Saved data entries:
□ □ □ □ □ □ □

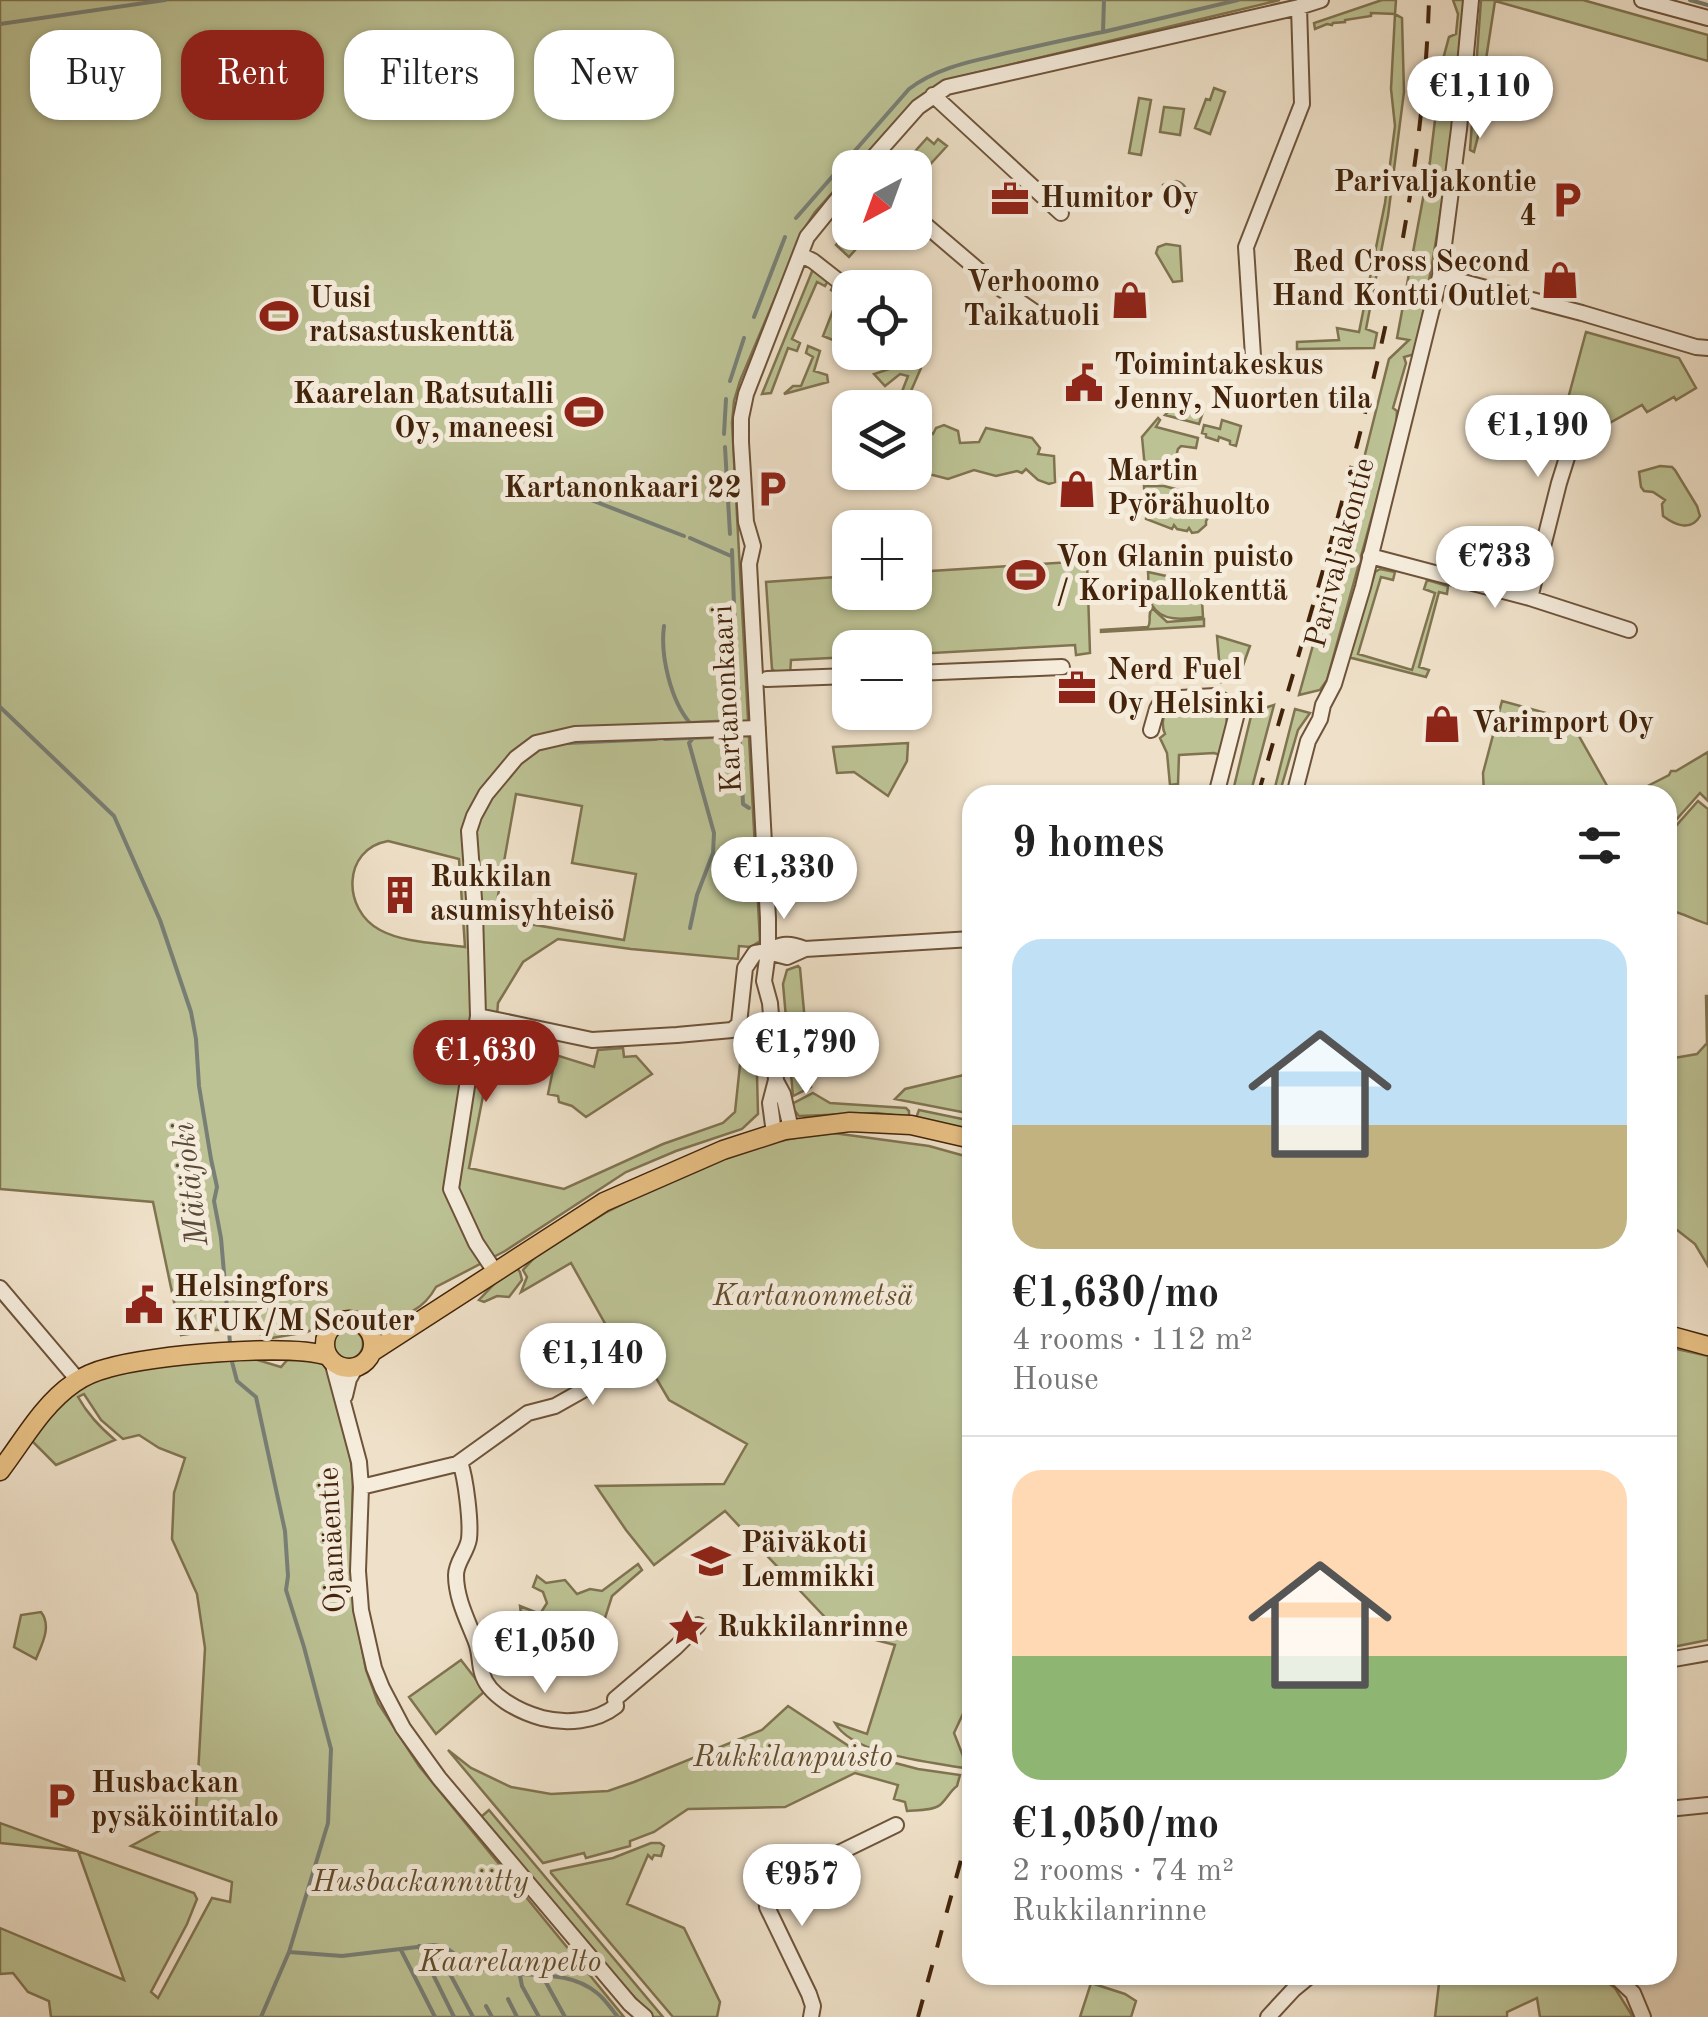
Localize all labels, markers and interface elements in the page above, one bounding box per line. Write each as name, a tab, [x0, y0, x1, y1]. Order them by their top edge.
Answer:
chip: Buy	[30, 30, 161, 120]
chip: Rent	[181, 30, 324, 120]
chip: Filters	[344, 30, 514, 120]
chip: New	[534, 30, 674, 120]
pin: €1,110	[1399, 56, 1561, 141]
text: €1,110	[1429, 72, 1531, 104]
north arrow	[832, 150, 932, 250]
map controls	[832, 150, 932, 730]
place label: Parivaljakontie 4	[1334, 168, 1537, 232]
office icon: Humitor Oy	[989, 178, 1031, 220]
parking icon: Parivaljakontie 4	[1546, 179, 1588, 221]
place label: Humitor Oy	[1040, 184, 1199, 214]
place label: Red Cross Second Hand Kontti Outlet	[1272, 248, 1530, 312]
shop icon: Red Cross Second Hand Kontti Outlet	[1539, 259, 1581, 301]
place label: Verhoomo Taikatuoli	[963, 268, 1100, 332]
button: locate	[832, 270, 932, 370]
shop icon: Verhoomo Taikatuoli	[1109, 279, 1151, 321]
place label: Uusi ratsastuskenttä	[309, 284, 514, 348]
sports icon: Uusi ratsastuskenttä	[258, 295, 300, 337]
place label: Toimintakeskus Jenny, Nuorten tila	[1114, 351, 1372, 415]
public building icon: Toimintakeskus Jenny, Nuorten tila	[1063, 362, 1105, 404]
place label: Kaarelan Ratsutalli Oy, maneesi	[293, 380, 554, 444]
button: layers	[832, 390, 932, 490]
sports icon: Kaarelan Ratsutalli Oy, maneesi	[563, 391, 605, 433]
pin: €1,190	[1457, 395, 1619, 480]
text: €1,190	[1487, 411, 1589, 443]
street label: Parivaljakontie	[1301, 455, 1381, 651]
place label: Martin Pyörähuolto	[1107, 457, 1270, 521]
parking icon: Kartanonkaari 22	[751, 468, 793, 510]
shop icon: Martin Pyörähuolto	[1056, 468, 1098, 510]
place label: Kartanonkaari 22	[504, 474, 742, 504]
button: +	[832, 510, 932, 610]
pin: €733	[1436, 526, 1554, 611]
text: €733	[1458, 542, 1532, 574]
place label: Von Glanin puisto / Koripallokenttä	[1056, 543, 1294, 607]
sports icon: Von Glanin puisto / Koripallokenttä	[1005, 554, 1047, 596]
street label: Kartanonkaari	[708, 604, 748, 794]
button: −	[832, 630, 932, 730]
place label: Nerd Fuel Oy Helsinki	[1107, 656, 1265, 720]
office icon: Nerd Fuel Oy Helsinki	[1056, 667, 1098, 709]
shop icon: Varimport Oy	[1421, 703, 1463, 745]
place label: Varimport Oy	[1472, 709, 1654, 739]
icon: filters	[1572, 818, 1627, 873]
text: 9 homes	[1012, 824, 1164, 866]
pin: €1,330	[703, 837, 865, 922]
text: €1,330	[733, 853, 835, 885]
place label: Rukkilan asumisyhteisö	[430, 863, 615, 927]
building icon: Rukkilan asumisyhteisö	[379, 874, 421, 916]
icon: home	[1230, 1004, 1410, 1184]
pin: €1,790	[725, 1012, 887, 1097]
pin: €1,630	[405, 1020, 567, 1105]
text: €1,790	[755, 1028, 857, 1060]
text: €1,630	[435, 1036, 537, 1068]
water label: Mätäjoki	[168, 1120, 216, 1249]
place label: Helsingfors KFUK/M Scouter	[174, 1273, 415, 1337]
text: €1,630/mo	[1012, 1274, 1219, 1316]
park label: Kartanonmetsä	[712, 1282, 913, 1312]
public building icon: Helsingfors KFUK/M Scouter	[123, 1284, 165, 1326]
pin: €1,140	[512, 1323, 674, 1408]
text: 4 rooms · 112 m²	[1012, 1325, 1253, 1357]
text: €1,140	[542, 1339, 644, 1371]
text: House	[1012, 1365, 1099, 1397]
street label: Ojamäentie	[314, 1466, 352, 1614]
place label: Päiväkoti Lemmikki	[741, 1529, 875, 1593]
icon: home	[1230, 1535, 1410, 1715]
school or university icon: Päiväkoti Lemmikki	[690, 1540, 732, 1582]
place icon: Rukkilanrinne	[666, 1607, 708, 1649]
pin: €1,050	[464, 1611, 626, 1696]
place label: Rukkilanrinne	[717, 1613, 908, 1643]
text: €1,050	[494, 1627, 596, 1659]
park label: Rukkilanpuisto	[692, 1743, 893, 1773]
place label: Husbackan pysäköintitalo	[91, 1769, 279, 1833]
parking icon: Husbackan pysäköintitalo	[40, 1780, 82, 1822]
text: €1,050/mo	[1012, 1805, 1219, 1847]
pin: €957	[743, 1844, 861, 1929]
text: 2 rooms · 74 m²	[1012, 1856, 1234, 1888]
text: €957	[765, 1860, 839, 1892]
park label: Husbackanniitty	[311, 1868, 529, 1898]
text: Rukkilanrinne	[1012, 1896, 1207, 1928]
park label: Kaarelanpelto	[418, 1948, 601, 1978]

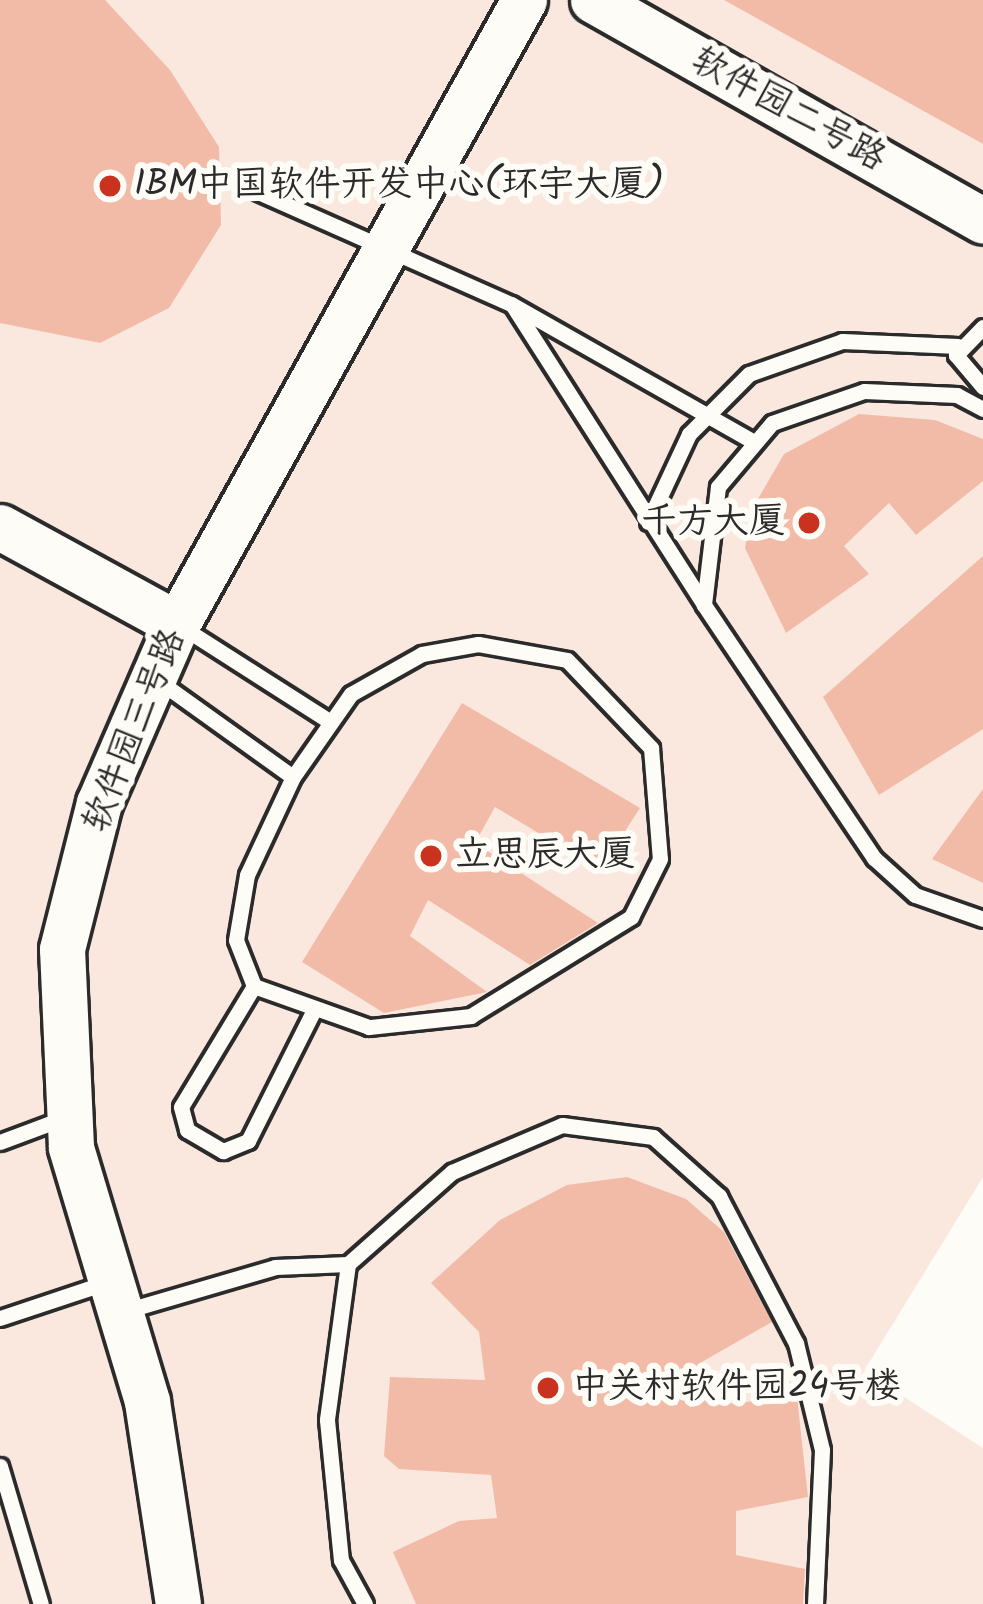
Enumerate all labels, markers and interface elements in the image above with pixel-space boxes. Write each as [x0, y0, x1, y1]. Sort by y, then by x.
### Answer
street label: 软件园二号路 [683, 39, 893, 181]
place label: IBM中国软件开发中心(环宇大厦) [134, 164, 664, 208]
marker: IBM中国软件开发中心(环宇大厦) [97, 173, 123, 199]
place label: 千方大厦 [641, 501, 785, 545]
marker: 千方大厦 [796, 510, 822, 536]
street label: 软件园三号路 [75, 623, 195, 839]
place label: 立思辰大厦 [455, 834, 635, 878]
marker: 立思辰大厦 [418, 843, 444, 869]
place label: 中关村软件园24号楼 [572, 1366, 901, 1410]
marker: 中关村软件园24号楼 [535, 1375, 561, 1401]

□ □ □ □ □ □ □

## Work to be completed
Lines in the records above that carry the word "KFUK" are to be located and copied.

## Your solution
place label: Helsingfors KFUK/M Scouter	[174, 1273, 415, 1337]
public building icon: Helsingfors KFUK/M Scouter	[123, 1284, 165, 1326]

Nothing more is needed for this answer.